In psychology they call it 'ownership bias', the attachment one gets for what one possesses. In baseball, we call it the love affair for our hometown 'boys', whether they've earned it or scorned us.
Www.baseball-reference.com gives us a means of quantifying how much love 'our boys' have shown us, using something called similarity scores. We can compare our guys to statistically similar players throughout baseball history, and see how much we might value some of those 'strangers'.
First let's focus on the hitters we think are staying, Jason Varitek, Edgar Renteria, Kevin Youkilis, and probably Trot Nixon. We'll then look at 'the always leaving' Manny Ramirez, Johnny Damon, Tony Graffanino, Bill Mueller, and Kevin Millar.
Varitek's top similarity scores by age are: Darren Fletcher, Mike MacFarlane, Sandy Alomar, Mike Lieberthal, and Darren Daulton. Not bad, but nobody headed to Cooperstown.
Renteria lines up with Allen Trammell, Dick Bartel, Jim Fregosi, Roberto Alomar, Derek Jeter, and Lou Boudreau. Boudreau is going to the Hall of Fame, and (deal with it) so is Jeter.
Youkilis doesn't have enough of a track record for comparisons yet.

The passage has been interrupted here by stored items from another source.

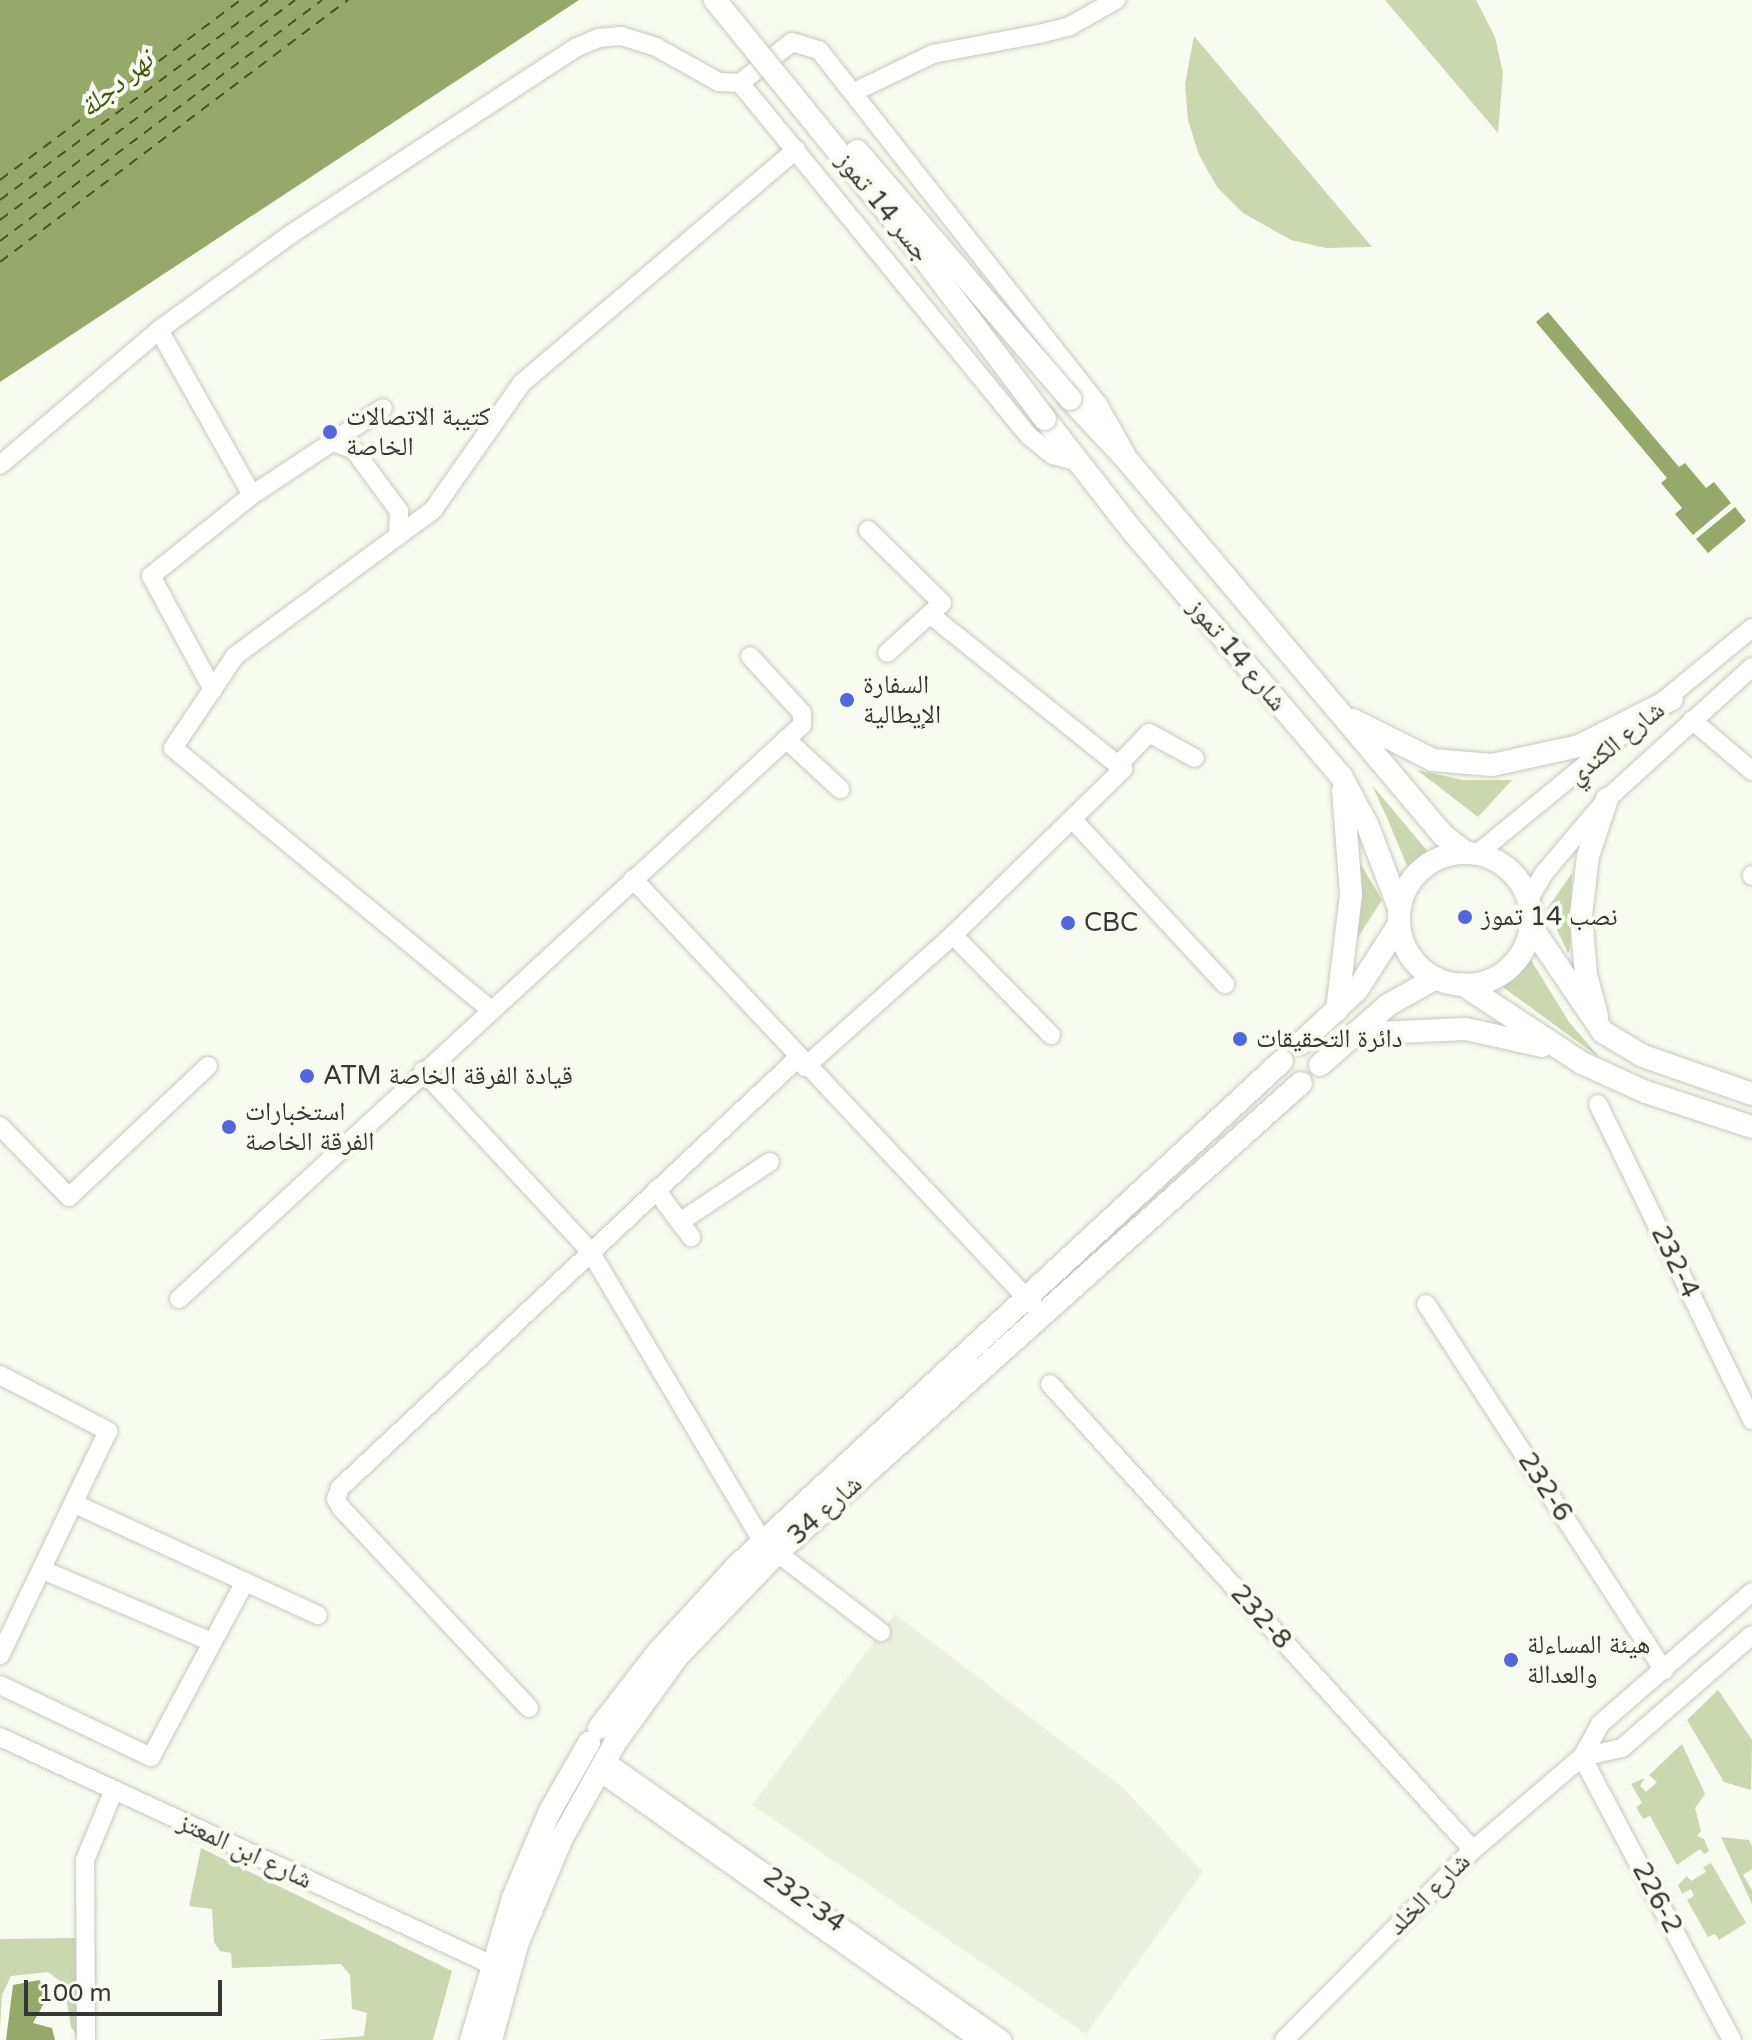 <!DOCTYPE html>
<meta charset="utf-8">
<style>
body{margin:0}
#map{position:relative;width:1752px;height:2040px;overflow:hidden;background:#f8fcf0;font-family:"Varela Round","Noto Naskh Arabic",sans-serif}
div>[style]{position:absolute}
.built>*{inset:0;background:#ebf1de}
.green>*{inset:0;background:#cad7af}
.water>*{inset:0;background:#96a96b}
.ferry>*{height:2px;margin-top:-1px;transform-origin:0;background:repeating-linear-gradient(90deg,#465611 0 10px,transparent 0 18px)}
.roads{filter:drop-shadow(0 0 2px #c6c9be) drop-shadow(0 0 2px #c6c9be)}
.minor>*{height:18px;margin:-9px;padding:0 9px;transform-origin:9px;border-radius:9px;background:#fff}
.major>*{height:22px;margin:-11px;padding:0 11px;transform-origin:11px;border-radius:11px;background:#fff}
.major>.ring{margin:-11px;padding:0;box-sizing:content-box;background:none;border:22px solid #fff;border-radius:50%}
.bridges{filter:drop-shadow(0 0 2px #c6c9be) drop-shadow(0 0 2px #c6c9be)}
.major-bridge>*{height:22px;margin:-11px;padding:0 11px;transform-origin:11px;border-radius:11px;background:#fff}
.dots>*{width:22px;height:22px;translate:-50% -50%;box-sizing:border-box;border:4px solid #f8fcf0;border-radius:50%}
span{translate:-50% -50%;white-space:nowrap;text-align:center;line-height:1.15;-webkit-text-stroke:8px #f8fcf0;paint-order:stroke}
.street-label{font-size:26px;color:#353732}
.poi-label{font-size:26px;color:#353732}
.left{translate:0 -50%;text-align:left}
.water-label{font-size:28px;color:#465611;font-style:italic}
.scale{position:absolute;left:24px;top:1980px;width:198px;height:36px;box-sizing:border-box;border:4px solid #353732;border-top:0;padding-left:10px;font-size:24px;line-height:28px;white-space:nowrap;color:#353732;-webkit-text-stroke:6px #f8fcf0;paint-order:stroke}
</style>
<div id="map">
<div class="built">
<div style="clip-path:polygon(895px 1614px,1122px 1787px,1203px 1872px,1086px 2034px,752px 1805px)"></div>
</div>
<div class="green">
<div style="clip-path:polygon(1385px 0,1476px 0,1495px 37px,1503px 73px,1498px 133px)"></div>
<div style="clip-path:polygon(1194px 36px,1372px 247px,1326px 248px,1291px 240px,1243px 213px,1217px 187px,1199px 155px,1188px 120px,1185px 84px)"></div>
<div style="clip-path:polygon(1417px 770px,1463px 780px,1512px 780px,1478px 817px)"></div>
<div style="clip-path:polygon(1372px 785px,1430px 854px,1408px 868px,1387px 818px)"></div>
<div style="clip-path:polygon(1360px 863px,1382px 900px,1355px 942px)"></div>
<div style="clip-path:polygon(1572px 873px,1570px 950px,1568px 953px,1547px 909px)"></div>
<div style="clip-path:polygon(1526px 952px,1569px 1022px,1600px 1058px,1496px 982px,1519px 967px)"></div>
<div style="clip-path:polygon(1718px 1690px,1752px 1740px,1751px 1790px,1724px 1782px,1687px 1720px)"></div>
<div style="clip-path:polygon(1682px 1744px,1705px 1794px,1695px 1808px,1701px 1831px,1697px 1836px,1704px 1839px,1709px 1851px,1704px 1854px,1700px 1849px,1677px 1865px,1650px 1816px,1643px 1819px,1636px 1807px,1642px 1803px,1631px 1784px,1645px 1778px,1640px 1786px,1646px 1792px,1657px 1782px,1649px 1775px)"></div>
<div style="clip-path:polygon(1721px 1837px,1749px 1840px,1752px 1846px,1752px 1869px,1743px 1875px,1752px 1890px,1752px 1904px)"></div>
<div style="clip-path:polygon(201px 1848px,452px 1971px,433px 2040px,316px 2040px,364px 2036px,367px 2013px,352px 2009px,350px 1975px,341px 1964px,232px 1968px,231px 1953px,220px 1951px,214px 1942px,212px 1909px,189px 1906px)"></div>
<div style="clip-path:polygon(1711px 1863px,1746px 1923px,1719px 1940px,1715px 1934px,1708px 1937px,1687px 1900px,1694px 1896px,1691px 1889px,1682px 1894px,1678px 1885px,1687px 1876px,1691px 1881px,1706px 1872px,1703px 1867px)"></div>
<div style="clip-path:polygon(76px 1938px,78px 2037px,71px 2027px,64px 1984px,48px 1972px,11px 1976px,2px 1995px,0 2029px,0 1939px)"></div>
</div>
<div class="water">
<div style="clip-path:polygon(0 0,579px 0,0 382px)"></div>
<div style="clip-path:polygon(1548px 312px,1679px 467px,1685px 463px,1706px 488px,1714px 482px,1731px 503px,1693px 535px,1675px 514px,1682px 508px,1661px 483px,1667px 478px,1536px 322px)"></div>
<div style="clip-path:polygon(1735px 507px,1746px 521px,1708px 553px,1696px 539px)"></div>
<div style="clip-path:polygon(39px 1980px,49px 1994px,33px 2023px,52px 2028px,55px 2040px,6px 2040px,13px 1985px)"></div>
</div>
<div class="ferry">
<div style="left:0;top:180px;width:301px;rotate:-36.8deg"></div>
<div style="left:0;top:200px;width:334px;rotate:-36.7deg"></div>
<div style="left:0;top:220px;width:368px;rotate:-36.7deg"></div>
<div style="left:0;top:241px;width:402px;rotate:-36.8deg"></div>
<div style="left:0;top:262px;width:436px;rotate:-37deg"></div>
</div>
<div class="roads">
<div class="minor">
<div style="left:740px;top:83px;width:66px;rotate:-38.3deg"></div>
<div style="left:792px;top:42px;width:28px;rotate:17deg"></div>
<div style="left:819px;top:50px;width:451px;rotate:51.8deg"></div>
<div style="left:1098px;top:404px;width:57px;rotate:60.8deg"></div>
<div style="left:854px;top:92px;width:88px;rotate:-25.7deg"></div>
<div style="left:933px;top:54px;width:108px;rotate:-10.7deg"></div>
<div style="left:1039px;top:34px;width:32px;rotate:-14deg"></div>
<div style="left:1070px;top:26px;width:53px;rotate:-29.5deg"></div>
<div style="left:159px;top:330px;width:189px;rotate:60.6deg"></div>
<div style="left:334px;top:442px;width:22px;rotate:22deg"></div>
<div style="left:354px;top:450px;width:76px;rotate:53.6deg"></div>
<div style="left:399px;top:511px;width:25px;rotate:92deg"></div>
<div style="left:0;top:465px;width:209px;rotate:-40.3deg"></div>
<div style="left:159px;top:330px;width:163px;rotate:-36deg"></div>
<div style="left:291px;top:234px;width:339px;rotate:-33.2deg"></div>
<div style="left:575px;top:48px;width:26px;rotate:-23deg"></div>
<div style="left:599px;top:38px;width:22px;rotate:-5deg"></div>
<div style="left:621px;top:36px;width:37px;rotate:17deg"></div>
<div style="left:656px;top:47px;width:72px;rotate:29.1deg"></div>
<div style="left:719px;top:82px;width:21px;rotate:3deg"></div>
<div style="left:740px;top:83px;width:455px;rotate:50.7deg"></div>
<div style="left:1028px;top:435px;width:32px;rotate:39deg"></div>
<div style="left:1053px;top:455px;width:24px;rotate:15deg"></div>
<div style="left:868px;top:530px;width:104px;rotate:44.6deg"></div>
<div style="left:942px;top:603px;width:74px;rotate:137.7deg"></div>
<div style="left:213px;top:690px;width:130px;rotate:-118.5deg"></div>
<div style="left:151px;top:576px;width:129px;rotate:-38.7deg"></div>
<div style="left:252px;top:495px;width:157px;rotate:-33.6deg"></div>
<div style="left:1692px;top:720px;width:79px;rotate:40.4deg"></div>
<div style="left:786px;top:739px;width:74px;rotate:42.8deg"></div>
<div style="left:1121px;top:762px;width:40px;rotate:-46deg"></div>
<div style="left:1149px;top:733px;width:52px;rotate:28.5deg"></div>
<div style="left:1073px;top:820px;width:224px;rotate:47.2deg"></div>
<div style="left:1477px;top:854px;width:356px;rotate:-39.4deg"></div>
<div style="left:1752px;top:875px;width:1px;rotate:90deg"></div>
<div style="left:633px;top:879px;width:586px;rotate:46.8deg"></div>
<div style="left:1528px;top:900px;width:33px;rotate:-59deg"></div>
<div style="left:1545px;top:872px;width:96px;rotate:-49.7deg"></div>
<div style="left:1607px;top:799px;width:196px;rotate:-42.3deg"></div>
<div style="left:953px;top:935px;width:140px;rotate:45.6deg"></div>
<div style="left:491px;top:1010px;width:412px;rotate:-140.5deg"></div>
<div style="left:173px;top:748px;width:111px;rotate:-56deg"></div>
<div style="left:235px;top:656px;width:246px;rotate:-36.4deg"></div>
<div style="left:433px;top:510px;width:155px;rotate:-55deg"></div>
<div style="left:522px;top:383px;width:360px;rotate:-40.4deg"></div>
<div style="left:805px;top:1067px;width:198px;rotate:-41.7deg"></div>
<div style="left:953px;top:935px;width:238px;rotate:-44.3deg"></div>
<div style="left:1123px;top:769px;width:246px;rotate:-141.3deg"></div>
<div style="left:423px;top:1071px;width:246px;rotate:47.1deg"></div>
<div style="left:590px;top:1251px;width:337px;rotate:59.3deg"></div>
<div style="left:762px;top:1541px;width:150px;rotate:37.4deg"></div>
<div style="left:1598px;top:1104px;width:352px;rotate:64deg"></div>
<div style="left:0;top:1126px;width:99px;rotate:45.8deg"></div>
<div style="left:69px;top:1197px;width:191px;rotate:-43.3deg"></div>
<div style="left:656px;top:1190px;width:59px;rotate:53.3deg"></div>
<div style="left:680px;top:1222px;width:108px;rotate:-33.7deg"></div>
<div style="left:179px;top:1299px;width:847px;rotate:-42.66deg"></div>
<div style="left:802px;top:725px;width:12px;rotate:-90deg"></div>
<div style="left:802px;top:713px;width:77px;rotate:-132.4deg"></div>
<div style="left:1426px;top:1304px;width:437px;rotate:57deg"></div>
<div style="left:0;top:1375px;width:122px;rotate:27.4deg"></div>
<div style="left:108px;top:1431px;width:249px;rotate:115.7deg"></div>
<div style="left:1050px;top:1384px;width:629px;rotate:47.77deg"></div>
<div style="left:75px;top:1504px;width:267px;rotate:24.6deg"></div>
<div style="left:43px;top:1570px;width:184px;rotate:23.1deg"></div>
<div style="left:0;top:1685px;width:167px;rotate:25.5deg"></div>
<div style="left:151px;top:1757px;width:199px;rotate:-61.8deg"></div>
<div style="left:529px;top:1708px;width:274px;rotate:-133.2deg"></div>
<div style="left:341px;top:1508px;width:10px;rotate:-119deg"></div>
<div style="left:336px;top:1499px;width:12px;rotate:-70deg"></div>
<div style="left:340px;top:1488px;width:627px;rotate:-43.19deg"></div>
<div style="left:0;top:1737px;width:540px;rotate:24.86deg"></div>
<div style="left:1582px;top:1757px;width:320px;rotate:62.1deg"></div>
<div style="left:1582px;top:1757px;width:41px;rotate:-12.7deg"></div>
<div style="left:1622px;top:1748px;width:172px;rotate:-41deg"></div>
<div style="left:604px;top:1760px;width:487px;rotate:35.1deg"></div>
<div style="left:598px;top:1771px;width:467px;rotate:35.2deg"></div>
<div style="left:86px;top:2040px;width:180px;rotate:-90.3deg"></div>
<div style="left:85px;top:1860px;width:76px;rotate:-67.5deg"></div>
<div style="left:1284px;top:2040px;width:268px;rotate:-45.2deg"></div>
<div style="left:1473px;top:1850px;width:143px;rotate:-40.5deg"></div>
<div style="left:1582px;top:1757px;width:38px;rotate:-61deg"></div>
<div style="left:1600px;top:1724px;width:201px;rotate:-41deg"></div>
</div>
<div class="major">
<div style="left:1070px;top:399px;width:85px;rotate:46.9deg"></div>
<div style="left:1128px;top:461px;width:489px;rotate:49.9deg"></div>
<div style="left:1443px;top:835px;width:29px;rotate:38deg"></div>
<div style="left:1045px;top:419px;width:146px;rotate:52deg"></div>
<div style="left:1135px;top:534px;width:318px;rotate:49.6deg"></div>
<div style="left:1341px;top:776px;width:55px;rotate:61.6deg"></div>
<div style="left:1367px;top:824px;width:90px;rotate:69.1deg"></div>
<div style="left:1353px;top:720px;width:89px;rotate:26.6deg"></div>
<div style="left:1433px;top:760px;width:59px;rotate:4.8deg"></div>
<div style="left:1492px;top:765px;width:89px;rotate:-12.3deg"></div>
<div style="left:1579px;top:746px;width:104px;rotate:-26.8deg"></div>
<div class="ring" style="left:1399px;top:853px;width:110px;height:110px"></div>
<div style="left:1530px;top:925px;width:130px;rotate:55.7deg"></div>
<div style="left:1603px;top:1032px;width:47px;rotate:31deg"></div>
<div style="left:1643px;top:1056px;width:115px;rotate:19.2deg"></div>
<div style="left:1462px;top:984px;width:144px;rotate:33.4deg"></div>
<div style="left:1582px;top:1063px;width:70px;rotate:24.4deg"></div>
<div style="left:1646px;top:1092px;width:112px;rotate:18.3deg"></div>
<div style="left:1337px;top:1010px;width:117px;rotate:-83.1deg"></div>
<div style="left:1351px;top:894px;width:104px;rotate:-94.4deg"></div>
<div style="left:1597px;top:1016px;width:42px;rotate:-105deg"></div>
<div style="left:1586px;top:975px;width:60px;rotate:-94.8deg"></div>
<div style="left:1581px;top:915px;width:59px;rotate:-83.2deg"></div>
<div style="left:1588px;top:856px;width:60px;rotate:-71.6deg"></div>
<div style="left:1354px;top:1034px;width:112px;rotate:-2.6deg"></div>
<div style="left:1466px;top:1029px;width:78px;rotate:12.6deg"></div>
<div style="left:1300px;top:1044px;width:79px;rotate:-43.5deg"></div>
<div style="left:1357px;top:990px;width:76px;rotate:-57.4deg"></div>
<div style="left:1320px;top:1065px;width:91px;rotate:-41.4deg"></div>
<div style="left:1388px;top:1005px;width:55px;rotate:-29.4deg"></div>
<div style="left:599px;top:1728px;width:96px;rotate:-52.2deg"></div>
<div style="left:658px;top:1652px;width:117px;rotate:-47.4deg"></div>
<div style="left:737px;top:1566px;width:743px;rotate:-42.82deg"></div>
<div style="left:471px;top:2040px;width:148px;rotate:-73.5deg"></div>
<div style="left:513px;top:1898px;width:92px;rotate:-67deg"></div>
<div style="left:549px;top:1813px;width:81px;rotate:-60.3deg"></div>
<div style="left:491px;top:2040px;width:102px;rotate:-74.6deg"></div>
<div style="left:518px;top:1942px;width:113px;rotate:-67.1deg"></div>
<div style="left:562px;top:1838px;width:109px;rotate:-60.8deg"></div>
<div style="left:615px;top:1743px;width:107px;rotate:-54.1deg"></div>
<div style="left:678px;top:1656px;width:141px;rotate:-46.1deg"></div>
<div style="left:776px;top:1554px;width:705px;rotate:-41.9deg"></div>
</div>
</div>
<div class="bridges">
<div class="major-bridge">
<div style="left:715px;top:0;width:314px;rotate:50.9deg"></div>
<div style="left:913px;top:244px;width:219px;rotate:53deg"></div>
<div style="left:857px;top:151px;width:327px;rotate:49.3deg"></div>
</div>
</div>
<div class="dots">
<div style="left:330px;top:432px;background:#5366dc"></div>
<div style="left:847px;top:700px;background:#5366dc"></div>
<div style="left:1465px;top:917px;background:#5366dc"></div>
<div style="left:1068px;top:923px;background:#5366dc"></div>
<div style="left:1240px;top:1039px;background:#5366dc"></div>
<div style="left:307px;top:1076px;background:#5366dc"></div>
<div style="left:229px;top:1127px;background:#5366dc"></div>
<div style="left:1511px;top:1660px;background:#5366dc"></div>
</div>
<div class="street-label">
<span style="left:883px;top:207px;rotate:51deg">جسر 14 تموز</span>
<span style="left:1237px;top:655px;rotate:50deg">شارع 14 تموز</span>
<span style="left:1616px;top:743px;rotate:-39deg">شارع الكندي</span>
<span style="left:1675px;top:1262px;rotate:64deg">232-4</span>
<span style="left:1545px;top:1487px;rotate:57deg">232-6</span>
<span style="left:825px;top:1510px;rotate:-42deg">شارع 34</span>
<span style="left:1261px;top:1617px;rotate:48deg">232-8</span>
<span style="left:245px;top:1851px;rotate:25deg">شارع ابن المعتز</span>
<span style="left:1429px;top:1894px;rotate:-45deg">شارع الخلد</span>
<span style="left:1657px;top:1898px;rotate:62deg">226-2</span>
<span style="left:804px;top:1900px;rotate:35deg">232-34</span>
</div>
<div class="poi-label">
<span class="left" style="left:346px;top:432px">كتيبة الاتصالات<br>الخاصة</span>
<span class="left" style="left:863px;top:700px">السفارة<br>الإيطالية</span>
<span class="left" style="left:1481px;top:917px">نصب 14 تموز</span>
<span class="left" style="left:1084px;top:923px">CBC</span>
<span class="left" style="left:1256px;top:1039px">دائرة التحقيقات</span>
<span class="left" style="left:323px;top:1076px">ATM قيادة الفرقة الخاصة</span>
<span class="left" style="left:245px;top:1127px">استخبارات<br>الفرقة الخاصة</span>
<span class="left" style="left:1527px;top:1660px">هيئة المساءلة<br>والعدالة</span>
</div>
<div class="water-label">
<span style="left:116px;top:84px;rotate:-40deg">نهر دجلة</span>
</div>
<div class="scale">100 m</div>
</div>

Nixon's comps include Dante Bichette, Carl Everett, Jeffrey Hammonds, Reggie Sanders, and Ben Ogilvie. Again, pretty good players, but no superstars.
Manny Ramirez's matches for age include Willie Mays, Frank Robinson, Barry Bonds, Ken Griffey, and Jim Thome. Lofty company indeed.Need I say more?
Damon's similars ring up Tim Raines, Cesar Cedeno, Willie Davis, Lou Brock, and Pete Rose, obviously a group of pretty gifted players. Damon's 3 year OPS numbers are .750, .857, .805, with an OBP of .366 this year. He was ninth in times on base and fourth in runs. His stolen base totals have fallen below 20 for the past two years, and his global defense is mediocre, with good range and a weak arm.
Graffanino rings up Nelson Liriano, Randy Velarde, Lee Lacy, Jim Leyritz, and Scott Hatteberg.
Bill Mueller's category by age shows us Joe Randa, Don Hoak, Jeff Cirillo, Don Buford, and Bip Roberts, all guys who had decent careers, but complementary players, not cornerstones.
Kevin Millar has surprisingly good company including Huff, Nixon, Mike Easler, Raul Ibanez, and Brad Fullmer. The problem with Millar is the OPS trend, .875, .820, .857, .754 which suggests that Millar may have just fallen off the edge of competence.
The reason the Right Sox aren't in the World Series isn't just the need for more pitching. The offense had plenty of weaknesses down the stretch, and the GM, be it Theo or a Neo, will have plenty of work to rebuild this team.